W jednej ze scen pan T. spotyka w toalecie towarzysza sekretarza (Jerzy Bończak w roli Bolesława Bieruta) i. obsikuje mu nogawkę - symbolicznie leje na system, który dzieli obywateli na lepsze i gorsze sorty, napuszcza ich na siebie, próbuje ingerować w każdy aspekt życia. Świat staje się dla bohatera nieznośnie jednowymiarowy. A ściany mają w nim uszy. Dosłownie. Sebastian Stankiewicz jako sąsiad ze szklanką do podsłuchiwania - marzący o zostaniu dziennikarzem prowincjusz, którego mentorem zostaje pan T. - przełamał komediowy wizerunek i zgarnął nagrodę w Gdyni za drugi plan.

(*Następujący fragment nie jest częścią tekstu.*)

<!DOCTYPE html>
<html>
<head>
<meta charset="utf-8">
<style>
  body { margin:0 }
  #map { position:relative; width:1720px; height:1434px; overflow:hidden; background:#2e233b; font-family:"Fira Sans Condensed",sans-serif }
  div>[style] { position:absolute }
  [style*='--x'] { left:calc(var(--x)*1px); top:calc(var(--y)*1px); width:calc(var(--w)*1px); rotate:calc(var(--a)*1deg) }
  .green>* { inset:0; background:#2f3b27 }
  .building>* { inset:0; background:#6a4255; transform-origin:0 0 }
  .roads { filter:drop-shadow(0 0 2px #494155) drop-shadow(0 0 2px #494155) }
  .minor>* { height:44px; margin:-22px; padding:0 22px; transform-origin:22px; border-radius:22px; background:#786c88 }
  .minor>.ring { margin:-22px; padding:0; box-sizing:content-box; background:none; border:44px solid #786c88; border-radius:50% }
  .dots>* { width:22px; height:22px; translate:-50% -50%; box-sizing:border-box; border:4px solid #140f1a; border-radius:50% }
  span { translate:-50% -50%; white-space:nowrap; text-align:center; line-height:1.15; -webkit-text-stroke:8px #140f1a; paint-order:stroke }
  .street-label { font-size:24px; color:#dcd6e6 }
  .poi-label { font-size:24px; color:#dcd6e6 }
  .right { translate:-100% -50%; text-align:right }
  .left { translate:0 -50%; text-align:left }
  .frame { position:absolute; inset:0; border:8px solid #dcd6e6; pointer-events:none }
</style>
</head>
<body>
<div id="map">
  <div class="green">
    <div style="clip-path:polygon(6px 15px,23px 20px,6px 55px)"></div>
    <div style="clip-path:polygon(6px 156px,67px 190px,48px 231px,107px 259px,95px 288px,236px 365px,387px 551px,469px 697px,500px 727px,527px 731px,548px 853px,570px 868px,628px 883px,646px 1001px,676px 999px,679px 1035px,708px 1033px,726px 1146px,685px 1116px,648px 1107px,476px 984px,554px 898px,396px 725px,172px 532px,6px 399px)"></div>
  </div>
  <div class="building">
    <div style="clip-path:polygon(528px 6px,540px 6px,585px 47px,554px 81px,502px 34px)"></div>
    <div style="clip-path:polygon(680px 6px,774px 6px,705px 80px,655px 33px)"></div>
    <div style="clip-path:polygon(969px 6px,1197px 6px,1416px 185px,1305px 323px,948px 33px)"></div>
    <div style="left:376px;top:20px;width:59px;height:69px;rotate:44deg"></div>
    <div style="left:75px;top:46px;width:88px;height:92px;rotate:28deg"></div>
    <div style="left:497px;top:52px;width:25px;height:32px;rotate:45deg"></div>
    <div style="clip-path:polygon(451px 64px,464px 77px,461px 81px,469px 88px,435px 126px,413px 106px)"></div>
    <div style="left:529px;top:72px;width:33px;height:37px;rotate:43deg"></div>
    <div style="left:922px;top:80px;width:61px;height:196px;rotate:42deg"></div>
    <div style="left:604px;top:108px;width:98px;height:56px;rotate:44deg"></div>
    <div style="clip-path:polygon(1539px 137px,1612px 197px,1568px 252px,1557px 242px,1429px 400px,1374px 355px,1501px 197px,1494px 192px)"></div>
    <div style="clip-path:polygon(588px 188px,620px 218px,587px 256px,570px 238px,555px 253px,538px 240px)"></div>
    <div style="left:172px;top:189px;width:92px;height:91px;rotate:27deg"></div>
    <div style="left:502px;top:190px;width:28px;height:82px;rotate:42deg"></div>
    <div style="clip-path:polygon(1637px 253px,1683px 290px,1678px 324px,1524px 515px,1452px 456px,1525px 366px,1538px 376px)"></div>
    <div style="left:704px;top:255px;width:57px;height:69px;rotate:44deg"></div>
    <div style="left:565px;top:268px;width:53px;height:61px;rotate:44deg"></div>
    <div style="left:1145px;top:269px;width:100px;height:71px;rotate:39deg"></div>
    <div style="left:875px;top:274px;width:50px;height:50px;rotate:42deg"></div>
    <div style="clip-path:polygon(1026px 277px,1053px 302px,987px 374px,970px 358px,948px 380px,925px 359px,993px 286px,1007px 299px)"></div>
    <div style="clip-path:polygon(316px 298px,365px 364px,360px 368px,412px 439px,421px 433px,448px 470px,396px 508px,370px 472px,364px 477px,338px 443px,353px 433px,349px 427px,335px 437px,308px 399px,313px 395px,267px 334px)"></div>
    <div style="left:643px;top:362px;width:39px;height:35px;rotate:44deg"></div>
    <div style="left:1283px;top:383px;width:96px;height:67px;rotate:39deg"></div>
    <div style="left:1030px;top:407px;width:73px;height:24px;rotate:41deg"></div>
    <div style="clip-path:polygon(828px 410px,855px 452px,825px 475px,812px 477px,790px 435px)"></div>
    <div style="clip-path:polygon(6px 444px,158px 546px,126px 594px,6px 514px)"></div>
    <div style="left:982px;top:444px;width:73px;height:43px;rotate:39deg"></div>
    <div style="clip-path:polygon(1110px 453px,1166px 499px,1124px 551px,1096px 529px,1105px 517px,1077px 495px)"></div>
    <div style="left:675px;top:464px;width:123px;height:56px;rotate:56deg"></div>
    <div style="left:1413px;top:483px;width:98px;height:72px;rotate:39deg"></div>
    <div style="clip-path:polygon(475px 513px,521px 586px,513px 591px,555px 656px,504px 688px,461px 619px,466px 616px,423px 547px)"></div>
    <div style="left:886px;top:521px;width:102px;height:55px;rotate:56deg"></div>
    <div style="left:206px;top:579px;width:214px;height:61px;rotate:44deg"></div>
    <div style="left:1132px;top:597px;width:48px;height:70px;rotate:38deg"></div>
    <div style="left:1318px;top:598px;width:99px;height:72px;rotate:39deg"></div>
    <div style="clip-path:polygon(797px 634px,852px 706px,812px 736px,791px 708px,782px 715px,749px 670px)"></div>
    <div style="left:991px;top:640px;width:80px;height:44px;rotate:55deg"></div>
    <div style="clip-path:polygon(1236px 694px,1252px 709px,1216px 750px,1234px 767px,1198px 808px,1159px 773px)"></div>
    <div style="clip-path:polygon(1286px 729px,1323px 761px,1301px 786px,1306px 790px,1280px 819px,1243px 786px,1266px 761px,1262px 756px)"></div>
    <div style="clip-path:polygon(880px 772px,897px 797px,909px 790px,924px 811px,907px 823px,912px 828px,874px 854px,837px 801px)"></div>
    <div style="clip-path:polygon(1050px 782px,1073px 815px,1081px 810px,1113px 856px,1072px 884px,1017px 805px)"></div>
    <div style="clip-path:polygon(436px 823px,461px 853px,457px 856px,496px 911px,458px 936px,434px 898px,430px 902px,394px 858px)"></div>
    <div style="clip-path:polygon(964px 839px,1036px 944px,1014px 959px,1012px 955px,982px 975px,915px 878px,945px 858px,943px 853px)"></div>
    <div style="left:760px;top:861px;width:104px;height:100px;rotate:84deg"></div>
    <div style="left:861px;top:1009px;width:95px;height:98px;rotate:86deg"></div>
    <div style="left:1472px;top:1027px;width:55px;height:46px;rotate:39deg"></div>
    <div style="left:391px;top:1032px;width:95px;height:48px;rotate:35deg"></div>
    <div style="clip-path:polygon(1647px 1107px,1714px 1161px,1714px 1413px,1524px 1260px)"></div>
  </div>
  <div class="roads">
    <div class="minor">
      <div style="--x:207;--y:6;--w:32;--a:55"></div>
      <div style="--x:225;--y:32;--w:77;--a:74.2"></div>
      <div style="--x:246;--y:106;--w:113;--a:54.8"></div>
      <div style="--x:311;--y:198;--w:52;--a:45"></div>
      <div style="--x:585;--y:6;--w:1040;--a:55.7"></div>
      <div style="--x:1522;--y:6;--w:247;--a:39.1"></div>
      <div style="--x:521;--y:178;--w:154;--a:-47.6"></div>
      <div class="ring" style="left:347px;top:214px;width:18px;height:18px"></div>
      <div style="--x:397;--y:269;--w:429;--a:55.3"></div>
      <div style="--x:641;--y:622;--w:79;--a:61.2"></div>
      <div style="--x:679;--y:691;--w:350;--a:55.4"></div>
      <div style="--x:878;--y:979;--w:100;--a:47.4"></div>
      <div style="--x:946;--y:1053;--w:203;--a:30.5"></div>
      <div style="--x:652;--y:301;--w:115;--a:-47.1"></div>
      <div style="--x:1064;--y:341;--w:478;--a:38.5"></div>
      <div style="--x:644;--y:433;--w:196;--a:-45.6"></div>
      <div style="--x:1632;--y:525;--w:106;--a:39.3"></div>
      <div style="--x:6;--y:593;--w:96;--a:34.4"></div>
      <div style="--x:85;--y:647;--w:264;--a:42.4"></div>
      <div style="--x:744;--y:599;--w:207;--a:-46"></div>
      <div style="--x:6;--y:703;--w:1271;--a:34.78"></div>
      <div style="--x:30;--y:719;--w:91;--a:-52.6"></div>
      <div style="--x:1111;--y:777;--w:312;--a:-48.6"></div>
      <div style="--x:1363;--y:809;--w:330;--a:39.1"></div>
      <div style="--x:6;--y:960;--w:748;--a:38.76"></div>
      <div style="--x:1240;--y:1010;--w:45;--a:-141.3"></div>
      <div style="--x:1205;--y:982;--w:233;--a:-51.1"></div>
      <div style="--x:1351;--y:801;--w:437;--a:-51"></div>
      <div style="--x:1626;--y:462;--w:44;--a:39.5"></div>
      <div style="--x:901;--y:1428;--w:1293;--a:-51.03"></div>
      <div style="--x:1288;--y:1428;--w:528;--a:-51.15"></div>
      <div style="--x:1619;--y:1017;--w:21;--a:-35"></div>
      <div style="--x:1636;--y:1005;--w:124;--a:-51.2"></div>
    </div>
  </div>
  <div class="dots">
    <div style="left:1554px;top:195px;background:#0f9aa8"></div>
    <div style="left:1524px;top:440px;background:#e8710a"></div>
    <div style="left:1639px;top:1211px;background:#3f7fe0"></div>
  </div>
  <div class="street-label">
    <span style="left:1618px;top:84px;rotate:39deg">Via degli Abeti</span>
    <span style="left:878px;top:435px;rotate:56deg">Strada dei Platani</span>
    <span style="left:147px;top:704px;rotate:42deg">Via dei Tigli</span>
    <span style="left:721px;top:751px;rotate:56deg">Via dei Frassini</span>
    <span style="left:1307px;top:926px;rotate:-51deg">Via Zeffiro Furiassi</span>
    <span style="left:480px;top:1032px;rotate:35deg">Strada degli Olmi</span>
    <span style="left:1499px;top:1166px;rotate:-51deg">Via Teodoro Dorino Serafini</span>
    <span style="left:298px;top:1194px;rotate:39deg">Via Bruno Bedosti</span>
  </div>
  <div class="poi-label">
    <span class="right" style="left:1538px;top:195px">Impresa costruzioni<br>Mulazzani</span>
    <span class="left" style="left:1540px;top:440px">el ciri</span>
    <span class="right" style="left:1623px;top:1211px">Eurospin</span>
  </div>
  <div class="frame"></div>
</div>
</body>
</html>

W filmie pojawiają się ikony, zwykle wymieniane tylko z imienia: Stefan Kisielewski przywozi z Krakowa słoik małosolnych, a Zbigniew Herbert nadzoruje spółdzielnię zabawkarską, gdzie emerytowani profesorowie filozofii (Kazimierz Kutz, którego pamięci zadedykowano film, Leszek Balcerowicz i Jacek Fedorowicz) malują drewniane żyrafy.

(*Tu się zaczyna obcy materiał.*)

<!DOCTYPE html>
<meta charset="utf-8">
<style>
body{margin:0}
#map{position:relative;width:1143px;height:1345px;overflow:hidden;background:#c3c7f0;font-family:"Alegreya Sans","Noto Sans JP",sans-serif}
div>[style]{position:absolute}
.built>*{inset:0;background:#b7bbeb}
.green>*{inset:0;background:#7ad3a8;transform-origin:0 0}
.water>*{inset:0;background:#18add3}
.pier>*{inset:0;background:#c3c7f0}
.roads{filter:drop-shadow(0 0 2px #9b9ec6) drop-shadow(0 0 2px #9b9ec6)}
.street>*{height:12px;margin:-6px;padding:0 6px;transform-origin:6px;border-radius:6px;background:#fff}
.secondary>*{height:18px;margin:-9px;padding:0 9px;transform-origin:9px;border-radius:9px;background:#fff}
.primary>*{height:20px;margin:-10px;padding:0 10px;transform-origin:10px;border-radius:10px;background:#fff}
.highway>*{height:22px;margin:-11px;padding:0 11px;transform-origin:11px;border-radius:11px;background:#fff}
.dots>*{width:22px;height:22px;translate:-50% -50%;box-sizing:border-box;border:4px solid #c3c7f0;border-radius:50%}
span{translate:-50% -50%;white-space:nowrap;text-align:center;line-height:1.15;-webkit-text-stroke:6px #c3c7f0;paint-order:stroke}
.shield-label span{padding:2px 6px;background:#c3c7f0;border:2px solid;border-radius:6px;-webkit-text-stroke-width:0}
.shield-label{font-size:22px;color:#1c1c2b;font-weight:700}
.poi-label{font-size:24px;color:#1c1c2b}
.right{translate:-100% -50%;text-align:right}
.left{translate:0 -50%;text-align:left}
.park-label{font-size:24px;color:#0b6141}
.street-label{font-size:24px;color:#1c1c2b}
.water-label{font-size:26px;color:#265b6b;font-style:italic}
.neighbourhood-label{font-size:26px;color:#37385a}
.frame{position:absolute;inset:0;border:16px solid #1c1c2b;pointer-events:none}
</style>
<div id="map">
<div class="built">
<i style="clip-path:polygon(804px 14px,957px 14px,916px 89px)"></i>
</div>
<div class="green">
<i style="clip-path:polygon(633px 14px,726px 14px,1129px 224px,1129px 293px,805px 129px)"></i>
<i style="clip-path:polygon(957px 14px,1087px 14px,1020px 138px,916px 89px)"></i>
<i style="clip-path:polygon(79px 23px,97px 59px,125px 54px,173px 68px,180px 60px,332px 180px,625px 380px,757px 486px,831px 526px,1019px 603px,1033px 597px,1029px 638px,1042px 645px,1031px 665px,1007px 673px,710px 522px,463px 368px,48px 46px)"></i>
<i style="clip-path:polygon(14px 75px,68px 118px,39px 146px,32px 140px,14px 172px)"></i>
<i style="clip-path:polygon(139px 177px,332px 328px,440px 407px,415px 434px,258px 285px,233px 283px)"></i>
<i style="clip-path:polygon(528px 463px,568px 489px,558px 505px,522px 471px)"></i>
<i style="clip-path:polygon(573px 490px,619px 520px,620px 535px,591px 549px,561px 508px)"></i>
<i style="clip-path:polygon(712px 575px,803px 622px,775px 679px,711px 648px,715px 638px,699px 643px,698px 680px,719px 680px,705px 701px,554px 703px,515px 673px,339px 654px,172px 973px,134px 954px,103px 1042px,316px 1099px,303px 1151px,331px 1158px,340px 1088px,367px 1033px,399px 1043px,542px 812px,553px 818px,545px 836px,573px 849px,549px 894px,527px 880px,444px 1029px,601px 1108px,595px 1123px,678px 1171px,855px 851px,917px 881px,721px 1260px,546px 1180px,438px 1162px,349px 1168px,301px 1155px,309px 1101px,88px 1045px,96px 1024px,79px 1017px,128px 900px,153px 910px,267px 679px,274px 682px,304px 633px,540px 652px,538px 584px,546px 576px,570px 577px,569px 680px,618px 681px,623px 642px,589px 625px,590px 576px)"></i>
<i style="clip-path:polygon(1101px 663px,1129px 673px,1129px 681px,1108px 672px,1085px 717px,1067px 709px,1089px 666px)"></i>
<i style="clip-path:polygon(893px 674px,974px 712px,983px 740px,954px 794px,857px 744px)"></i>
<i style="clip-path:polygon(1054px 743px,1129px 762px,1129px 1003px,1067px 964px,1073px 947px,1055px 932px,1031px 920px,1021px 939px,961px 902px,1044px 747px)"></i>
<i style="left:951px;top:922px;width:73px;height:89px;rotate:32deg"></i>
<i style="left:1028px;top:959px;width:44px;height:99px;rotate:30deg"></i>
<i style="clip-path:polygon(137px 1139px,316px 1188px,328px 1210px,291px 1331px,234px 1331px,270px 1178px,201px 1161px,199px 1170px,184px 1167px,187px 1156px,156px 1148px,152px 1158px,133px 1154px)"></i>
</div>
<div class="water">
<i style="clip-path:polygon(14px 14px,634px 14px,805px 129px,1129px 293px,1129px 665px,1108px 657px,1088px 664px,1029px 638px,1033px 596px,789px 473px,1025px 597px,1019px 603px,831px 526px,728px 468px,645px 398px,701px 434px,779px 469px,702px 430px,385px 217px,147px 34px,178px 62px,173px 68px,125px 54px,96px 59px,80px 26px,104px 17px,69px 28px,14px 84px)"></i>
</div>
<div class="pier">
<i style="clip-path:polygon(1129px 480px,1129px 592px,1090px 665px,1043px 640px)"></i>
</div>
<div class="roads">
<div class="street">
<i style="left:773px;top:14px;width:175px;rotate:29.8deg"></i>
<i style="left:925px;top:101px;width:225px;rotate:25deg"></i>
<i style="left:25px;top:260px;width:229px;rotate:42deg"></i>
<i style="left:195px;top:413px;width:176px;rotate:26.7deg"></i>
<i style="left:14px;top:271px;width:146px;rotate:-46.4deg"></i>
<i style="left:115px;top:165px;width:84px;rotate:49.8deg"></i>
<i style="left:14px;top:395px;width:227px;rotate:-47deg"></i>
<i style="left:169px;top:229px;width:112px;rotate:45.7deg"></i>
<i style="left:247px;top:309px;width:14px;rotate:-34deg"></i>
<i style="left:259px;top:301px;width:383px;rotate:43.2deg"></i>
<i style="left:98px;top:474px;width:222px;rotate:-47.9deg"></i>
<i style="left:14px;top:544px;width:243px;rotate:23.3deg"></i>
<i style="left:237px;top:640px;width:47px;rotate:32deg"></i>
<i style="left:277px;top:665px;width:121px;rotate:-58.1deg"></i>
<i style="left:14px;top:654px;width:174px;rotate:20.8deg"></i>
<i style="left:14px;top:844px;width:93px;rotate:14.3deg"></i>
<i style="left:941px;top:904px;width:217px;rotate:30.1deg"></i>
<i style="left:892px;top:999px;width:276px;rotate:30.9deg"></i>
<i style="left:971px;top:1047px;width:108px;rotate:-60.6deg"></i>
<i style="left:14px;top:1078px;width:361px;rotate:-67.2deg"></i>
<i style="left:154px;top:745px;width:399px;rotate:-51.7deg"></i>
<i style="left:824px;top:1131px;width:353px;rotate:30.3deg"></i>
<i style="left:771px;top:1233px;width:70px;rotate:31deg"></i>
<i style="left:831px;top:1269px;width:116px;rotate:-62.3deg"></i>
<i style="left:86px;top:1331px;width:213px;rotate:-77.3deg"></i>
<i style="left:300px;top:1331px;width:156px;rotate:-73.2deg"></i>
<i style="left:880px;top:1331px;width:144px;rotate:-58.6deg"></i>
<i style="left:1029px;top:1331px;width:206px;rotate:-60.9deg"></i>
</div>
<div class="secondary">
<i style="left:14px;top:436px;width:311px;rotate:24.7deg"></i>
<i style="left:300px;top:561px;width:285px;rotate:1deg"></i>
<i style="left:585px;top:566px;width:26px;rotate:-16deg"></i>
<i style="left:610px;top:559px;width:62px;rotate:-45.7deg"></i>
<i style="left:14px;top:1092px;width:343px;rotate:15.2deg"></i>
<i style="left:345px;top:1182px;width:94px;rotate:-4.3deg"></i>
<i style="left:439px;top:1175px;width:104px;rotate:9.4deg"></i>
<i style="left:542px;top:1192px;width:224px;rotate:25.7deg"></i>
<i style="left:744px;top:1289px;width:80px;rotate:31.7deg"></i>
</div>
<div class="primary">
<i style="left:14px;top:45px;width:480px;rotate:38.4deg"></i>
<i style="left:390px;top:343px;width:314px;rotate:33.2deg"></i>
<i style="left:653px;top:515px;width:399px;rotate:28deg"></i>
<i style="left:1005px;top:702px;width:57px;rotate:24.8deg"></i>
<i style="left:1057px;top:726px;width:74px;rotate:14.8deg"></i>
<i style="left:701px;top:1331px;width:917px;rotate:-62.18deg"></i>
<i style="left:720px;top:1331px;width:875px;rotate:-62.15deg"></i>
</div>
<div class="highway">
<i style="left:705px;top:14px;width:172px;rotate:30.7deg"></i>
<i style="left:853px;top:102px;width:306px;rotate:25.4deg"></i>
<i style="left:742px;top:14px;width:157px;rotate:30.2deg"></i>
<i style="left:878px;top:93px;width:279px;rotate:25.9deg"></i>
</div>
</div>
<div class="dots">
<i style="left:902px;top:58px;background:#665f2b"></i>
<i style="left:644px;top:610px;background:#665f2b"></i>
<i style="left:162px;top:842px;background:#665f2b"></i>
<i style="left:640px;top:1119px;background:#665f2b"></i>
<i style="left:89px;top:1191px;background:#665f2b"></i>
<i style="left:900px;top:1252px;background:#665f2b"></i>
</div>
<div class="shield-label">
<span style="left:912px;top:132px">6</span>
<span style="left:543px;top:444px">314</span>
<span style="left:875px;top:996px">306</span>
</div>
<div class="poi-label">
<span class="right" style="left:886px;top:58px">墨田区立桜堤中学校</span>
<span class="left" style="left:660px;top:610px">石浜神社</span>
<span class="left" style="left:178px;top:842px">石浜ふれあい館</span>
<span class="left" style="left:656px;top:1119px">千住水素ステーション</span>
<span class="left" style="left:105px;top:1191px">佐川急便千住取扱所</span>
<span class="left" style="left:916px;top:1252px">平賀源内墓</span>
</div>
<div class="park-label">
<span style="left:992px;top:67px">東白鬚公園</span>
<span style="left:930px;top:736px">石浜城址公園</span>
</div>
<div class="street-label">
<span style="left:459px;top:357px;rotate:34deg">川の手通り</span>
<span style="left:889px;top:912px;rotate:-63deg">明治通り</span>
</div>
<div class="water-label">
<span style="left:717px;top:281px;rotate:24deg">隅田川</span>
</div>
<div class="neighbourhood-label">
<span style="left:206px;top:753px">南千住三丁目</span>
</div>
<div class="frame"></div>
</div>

Marcin Krzyształowicz, autor mocnej "Obławy", wraz z Andrzejem Gołdą mnożą w scenariuszu cytaty i pyszne epizody, jak rytuał publicznie składanej samokrytyki. Chwilami czuć przeładowanie materiałem, lecz wbrew zarzutom o czerpanie z "Dziennika 1954" więcej niż inspiracji (Matthew Tyrmand groził pozwem, ale na razie na tym koniec) twórcom nie sposób odmówić inwencji. Budują pejzaż tamtych czasów, który - mimo ironicznego ujęcia i nuty nostalgii - wygląda bardzo gorzko. Może dlatego, że rymuje się z naszym tu i teraz, m.in. sytuacją artystów skazanych na łaskę lub niełaskę władzy?
Z absurdów PRL-owskiej rzeczywistości wywiedzionych z twórczości nie tylko Leopolda Tyrmanda, ale też innych autorów (m.in. Tadeusza Konwickiego i Sławomira Mrożka; inspiracją wydają się również fotografie Tadeusza Rolkego), wyłania się w "Panu T." przewrotna opowieść o zniewoleniu.
Piotr Guszkowski
Awangarda 2
Kadr ze zwiastuna/YouTube
7 z 7
Zaśnij
Australia 2019
Horror. Studentka medycyny, której młodszy brat cierpi na grożącą śmiercią bezsenność, decyduje się umieścić go w eksperymentalnym "ośrodku leczniczym" w piwnicy jednego z budynków uniwersyteckich.